=== Description of the task ===
Transcribe each of the records below exactly, excluding all pictures.

Saved data entries
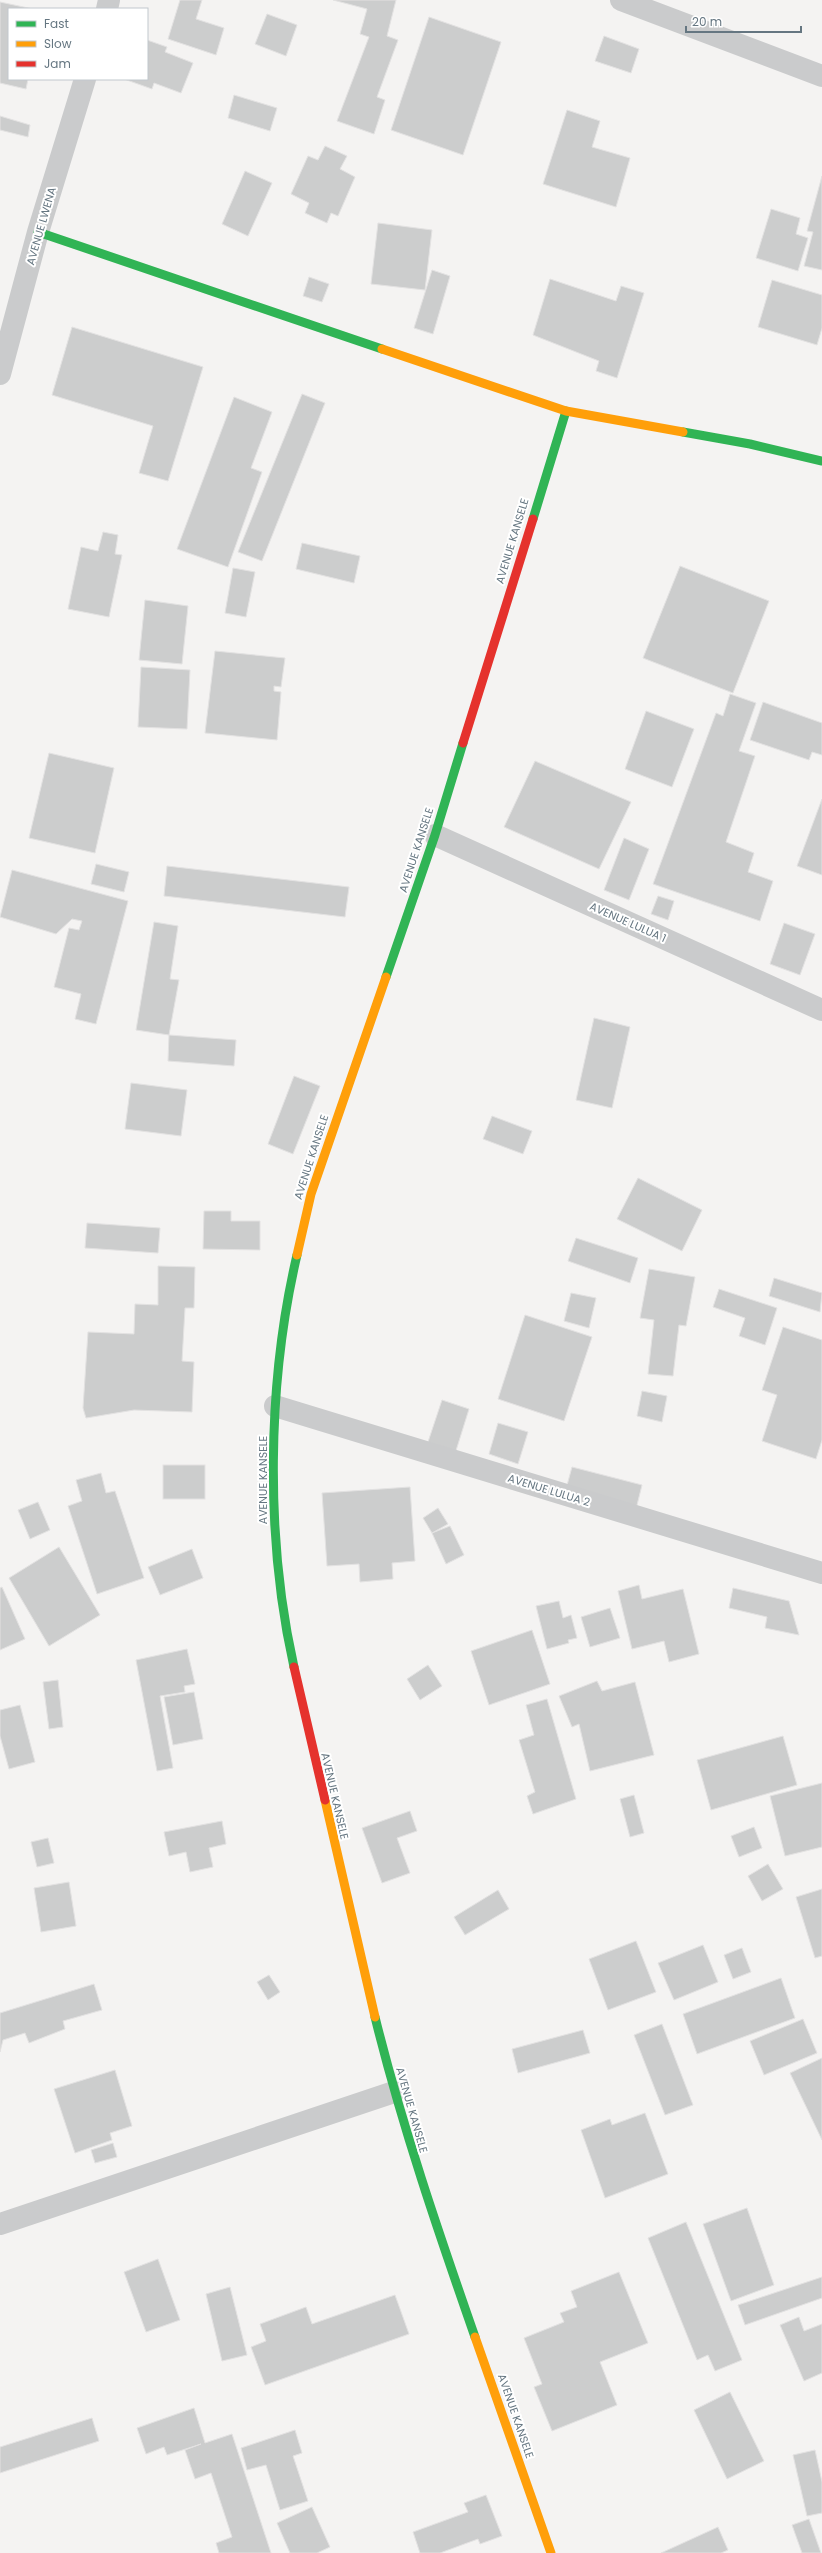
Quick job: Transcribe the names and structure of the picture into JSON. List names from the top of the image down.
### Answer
{
  "streets": {
    "street": [
      "AVENUE LWENA",
      "AVENUE KANSELE",
      "AVENUE LULUA 1",
      "AVENUE LULUA 2"
    ]
  },
  "crossings": [
    ["AVENUE KANSELE", "AVENUE LULUA 1"],
    ["AVENUE KANSELE", "AVENUE LULUA 2"]
  ],
  "legend": ["Fast", "Slow", "Jam"],
  "scale_bar": "20 m"
}
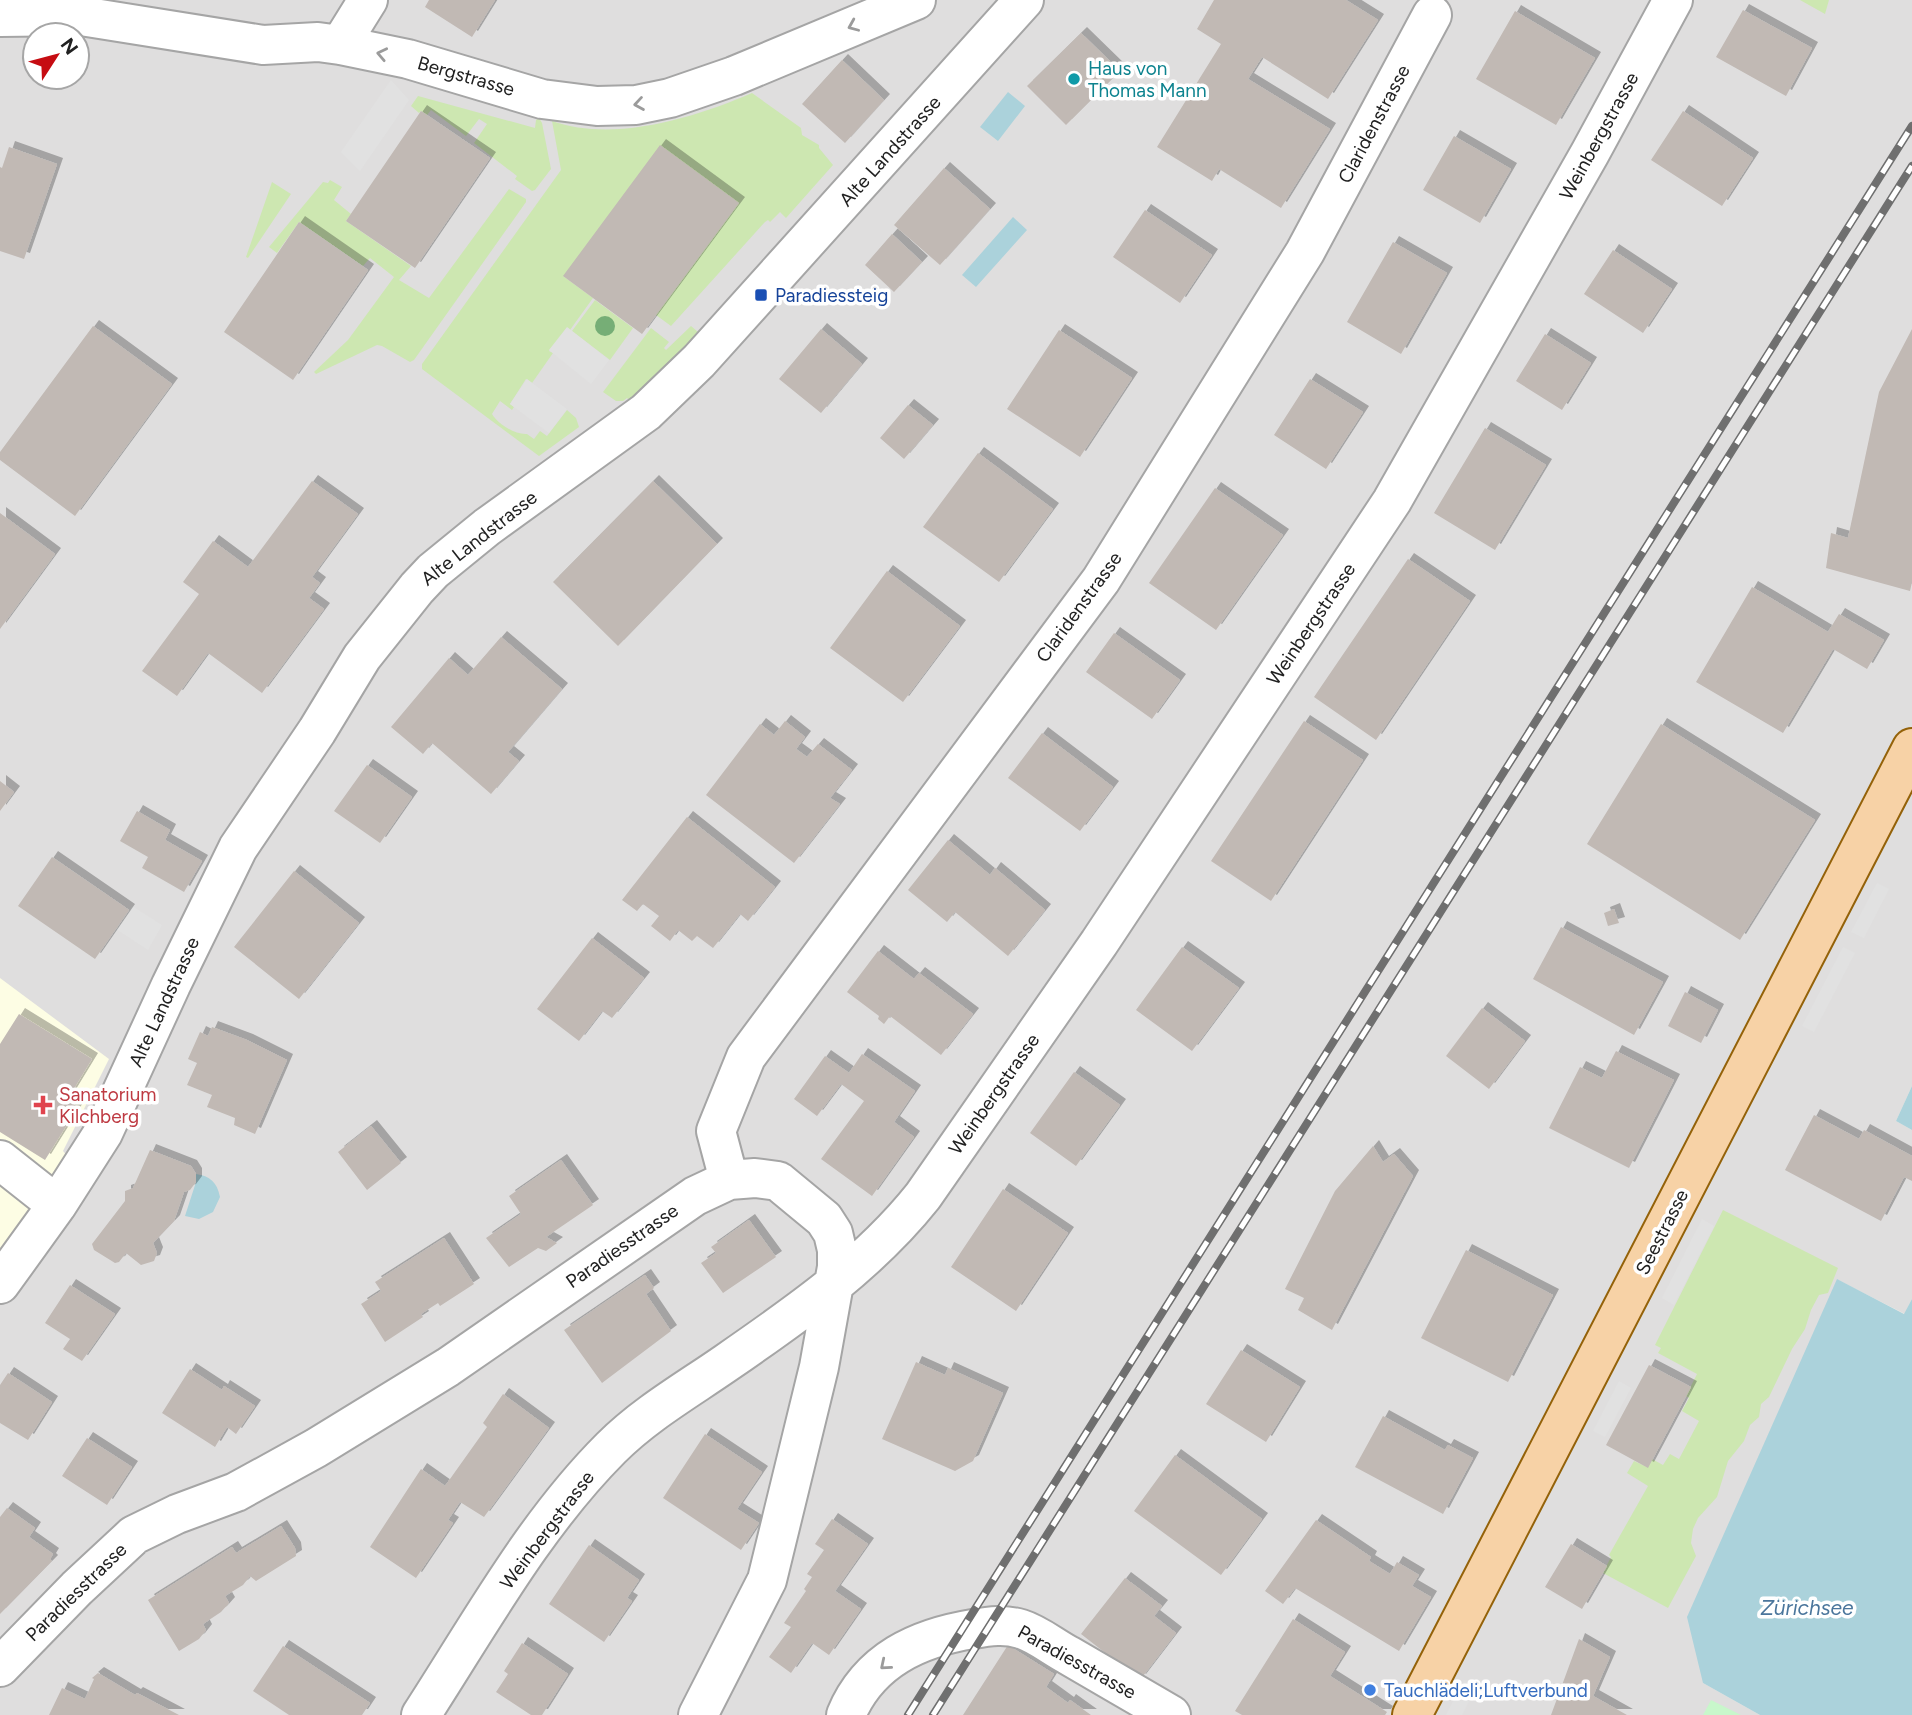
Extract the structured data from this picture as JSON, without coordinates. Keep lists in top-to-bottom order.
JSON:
{
  "streets": {
    "main road": ["Seestrasse"],
    "street": [
      "Bergstrasse",
      "Claridenstrasse",
      "Weinbergstrasse",
      "Alte Landstrasse",
      "Paradiesstrasse"
    ]
  },
  "crossings": [
    ["Claridenstrasse", "Paradiesstrasse"],
    ["Weinbergstrasse", "Paradiesstrasse"]
  ],
  "one_way": ["Bergstrasse"],
  "water": ["Zürichsee"],
  "places": {
    "other": ["Haus von Thomas Mann", "Tauchlädeli;Luftverbund"],
    "transit": ["Paradiessteig"],
    "health": ["Sanatorium Kilchberg"]
  },
  "north": "top right"
}
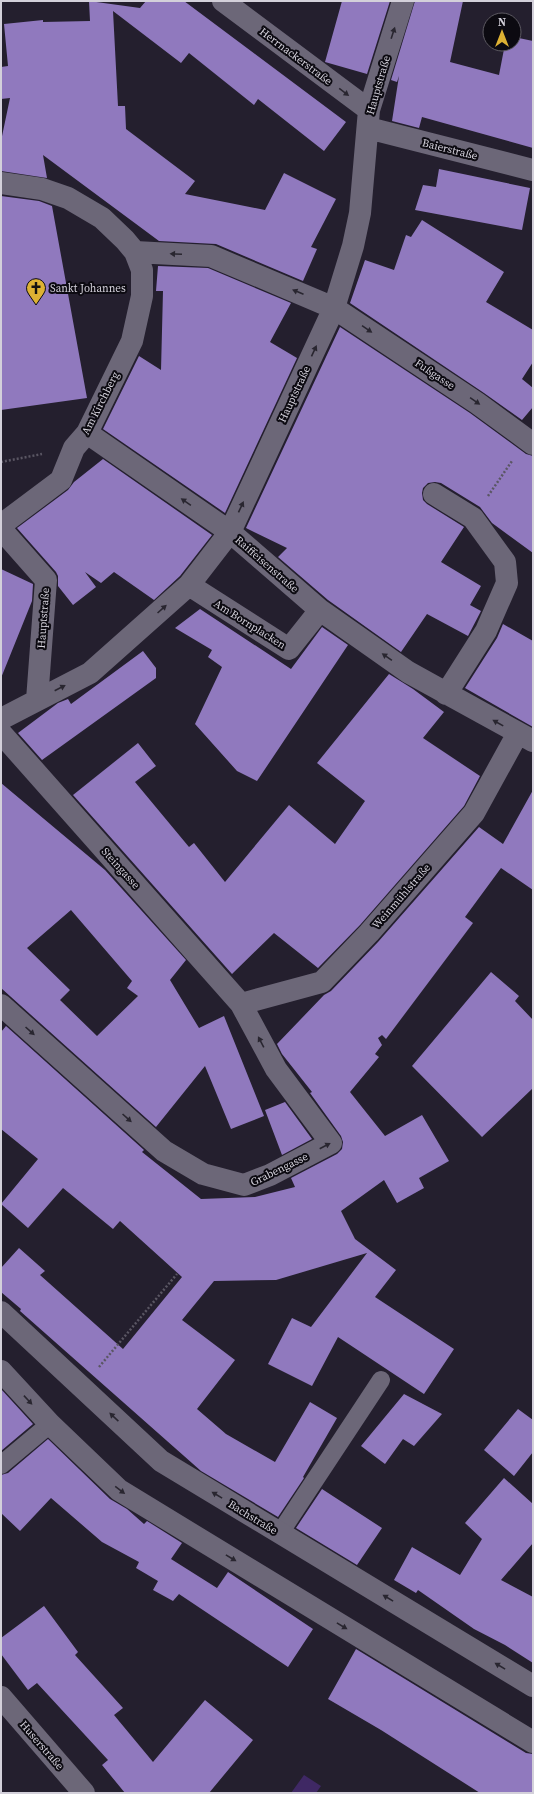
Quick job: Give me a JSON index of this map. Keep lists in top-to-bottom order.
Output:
{
  "streets": {
    "street": [
      "Herrnackerstraße",
      "Hauptstraße",
      "Baierstraße",
      "Fußgasse",
      "Am Kirchberg",
      "Raiffeisenstraße",
      "Am Bornplacken",
      "Steingasse",
      "Weinmühlstraße",
      "Grabengasse",
      "Bachstraße",
      "Huserstraße"
    ]
  },
  "crossings": [
    ["Herrnackerstraße", "Hauptstraße"],
    ["Herrnackerstraße", "Baierstraße"],
    ["Hauptstraße", "Baierstraße"],
    ["Hauptstraße", "Fußgasse"],
    ["Hauptstraße", "Raiffeisenstraße"],
    ["Hauptstraße", "Am Bornplacken"],
    ["Am Kirchberg", "Raiffeisenstraße"],
    ["Raiffeisenstraße", "Am Bornplacken"],
    ["Raiffeisenstraße", "Weinmühlstraße"],
    ["Steingasse", "Weinmühlstraße"],
    ["Steingasse", "Grabengasse"],
    ["Weinmühlstraße", "Grabengasse"]
  ],
  "one_way": [
    "Herrnackerstraße",
    "Hauptstraße",
    "Fußgasse",
    "Raiffeisenstraße"
  ],
  "places": {
    "church": ["Sankt Johannes"]
  },
  "north": "top"
}
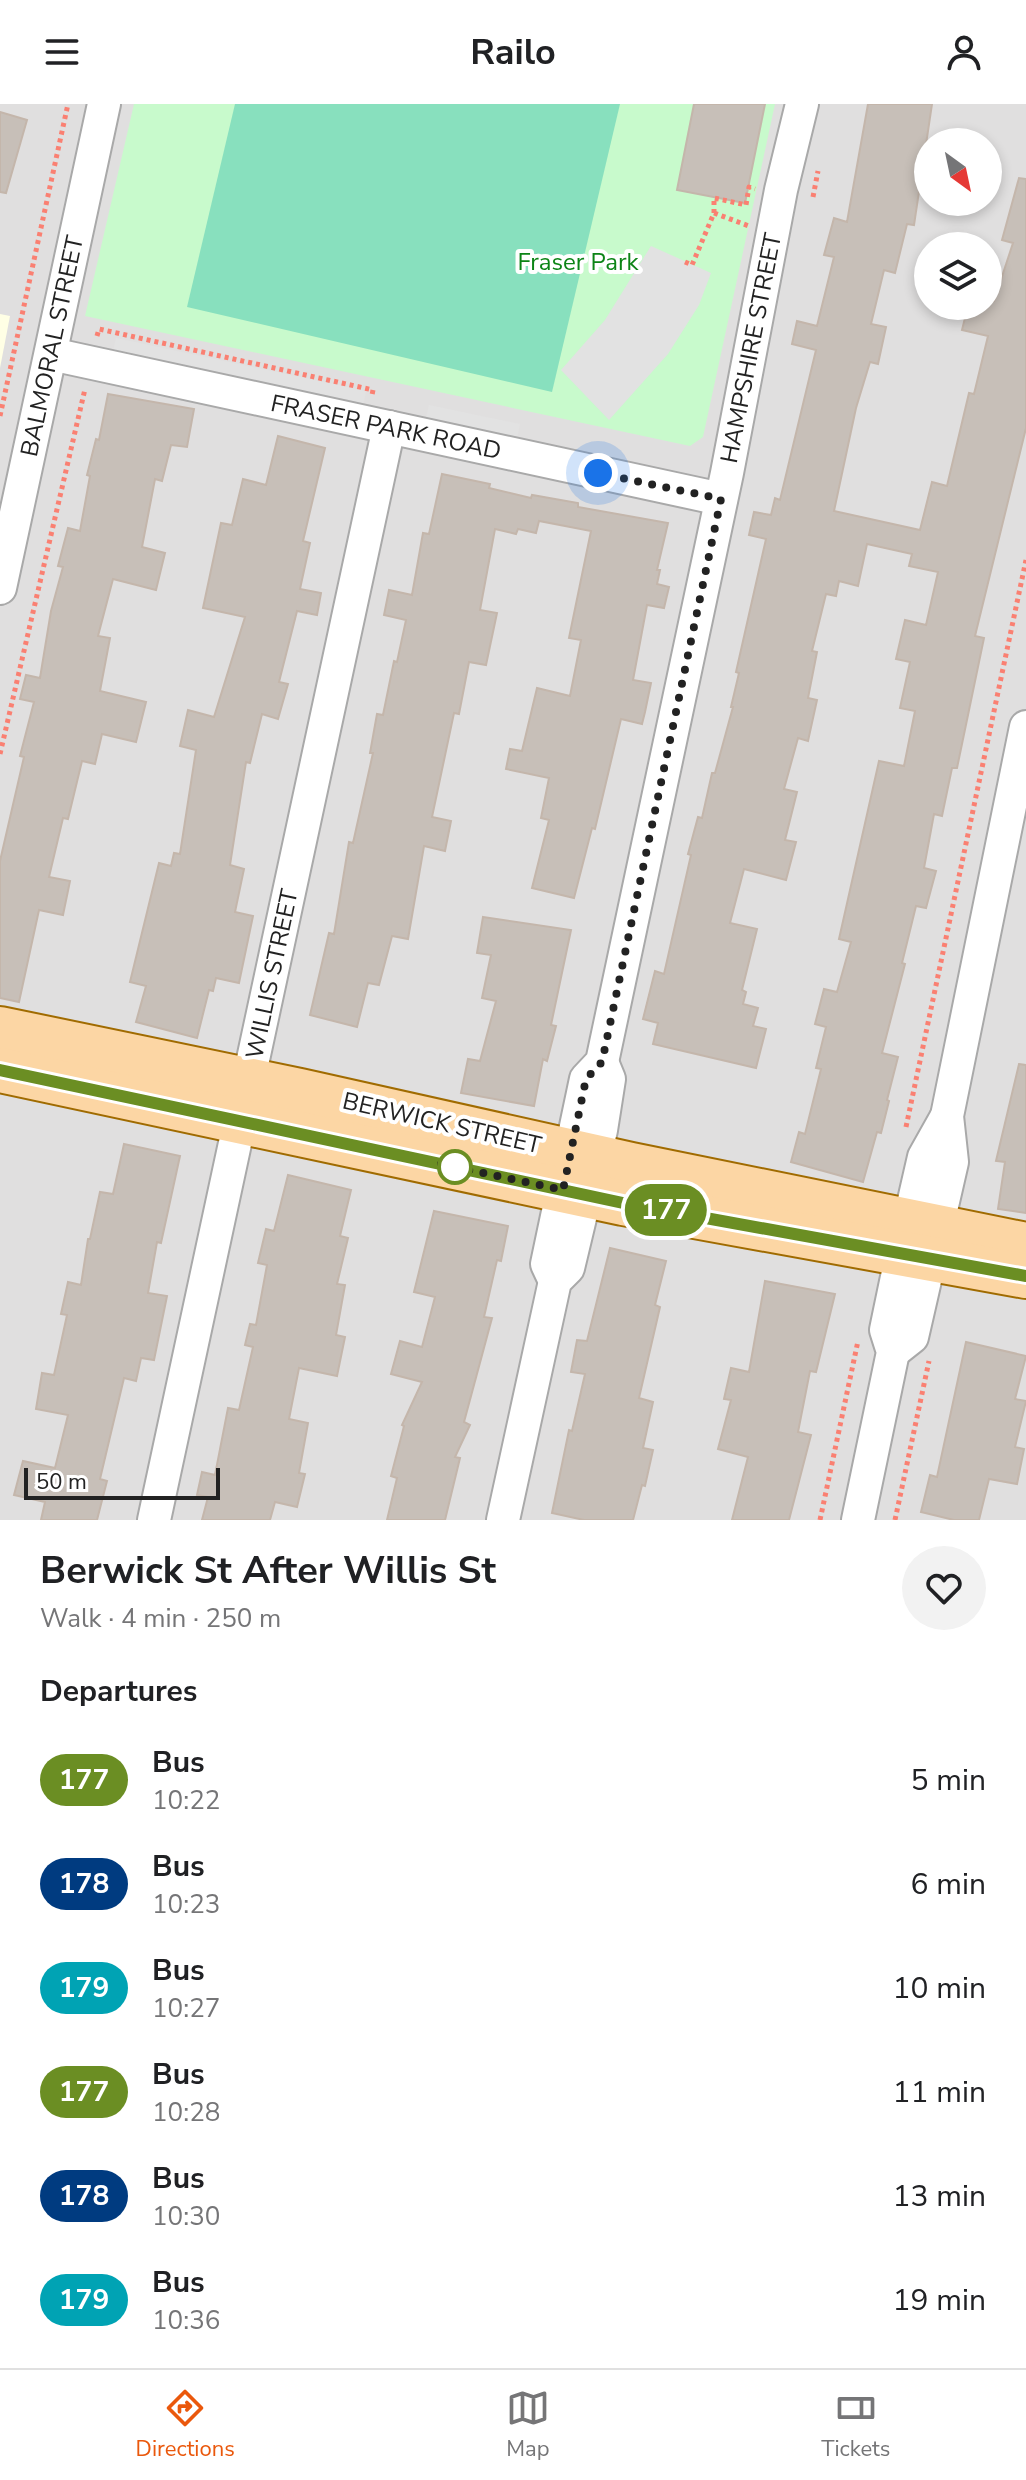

=== Result ===
Quick job: Transcribe the names and structure of the picture into JSON. List names from the top of the image down.
### Answer
{
  "streets": {
    "street": [
      "AVENUE LWENA",
      "AVENUE KANSELE",
      "AVENUE LULUA 1",
      "AVENUE LULUA 2"
    ]
  },
  "crossings": [
    ["AVENUE KANSELE", "AVENUE LULUA 1"],
    ["AVENUE KANSELE", "AVENUE LULUA 2"]
  ],
  "legend": ["Fast", "Slow", "Jam"],
  "scale_bar": "20 m"
}
Extract the structured data from this picture as JSON, without coordinates. Keep lists in top-to-bottom order.
JSON:
{
  "streets": {
    "main road": ["Seestrasse"],
    "street": [
      "Bergstrasse",
      "Claridenstrasse",
      "Weinbergstrasse",
      "Alte Landstrasse",
      "Paradiesstrasse"
    ]
  },
  "crossings": [
    ["Claridenstrasse", "Paradiesstrasse"],
    ["Weinbergstrasse", "Paradiesstrasse"]
  ],
  "one_way": ["Bergstrasse"],
  "water": ["Zürichsee"],
  "places": {
    "other": ["Haus von Thomas Mann", "Tauchlädeli;Luftverbund"],
    "transit": ["Paradiessteig"],
    "health": ["Sanatorium Kilchberg"]
  },
  "north": "top right"
}
Quick job: Give me a JSON index of this map. Keep lists in top-to-bottom order.
Output:
{
  "streets": {
    "street": [
      "Herrnackerstraße",
      "Hauptstraße",
      "Baierstraße",
      "Fußgasse",
      "Am Kirchberg",
      "Raiffeisenstraße",
      "Am Bornplacken",
      "Steingasse",
      "Weinmühlstraße",
      "Grabengasse",
      "Bachstraße",
      "Huserstraße"
    ]
  },
  "crossings": [
    ["Herrnackerstraße", "Hauptstraße"],
    ["Herrnackerstraße", "Baierstraße"],
    ["Hauptstraße", "Baierstraße"],
    ["Hauptstraße", "Fußgasse"],
    ["Hauptstraße", "Raiffeisenstraße"],
    ["Hauptstraße", "Am Bornplacken"],
    ["Am Kirchberg", "Raiffeisenstraße"],
    ["Raiffeisenstraße", "Am Bornplacken"],
    ["Raiffeisenstraße", "Weinmühlstraße"],
    ["Steingasse", "Weinmühlstraße"],
    ["Steingasse", "Grabengasse"],
    ["Weinmühlstraße", "Grabengasse"]
  ],
  "one_way": [
    "Herrnackerstraße",
    "Hauptstraße",
    "Fußgasse",
    "Raiffeisenstraße"
  ],
  "places": {
    "church": ["Sankt Johannes"]
  },
  "north": "top"
}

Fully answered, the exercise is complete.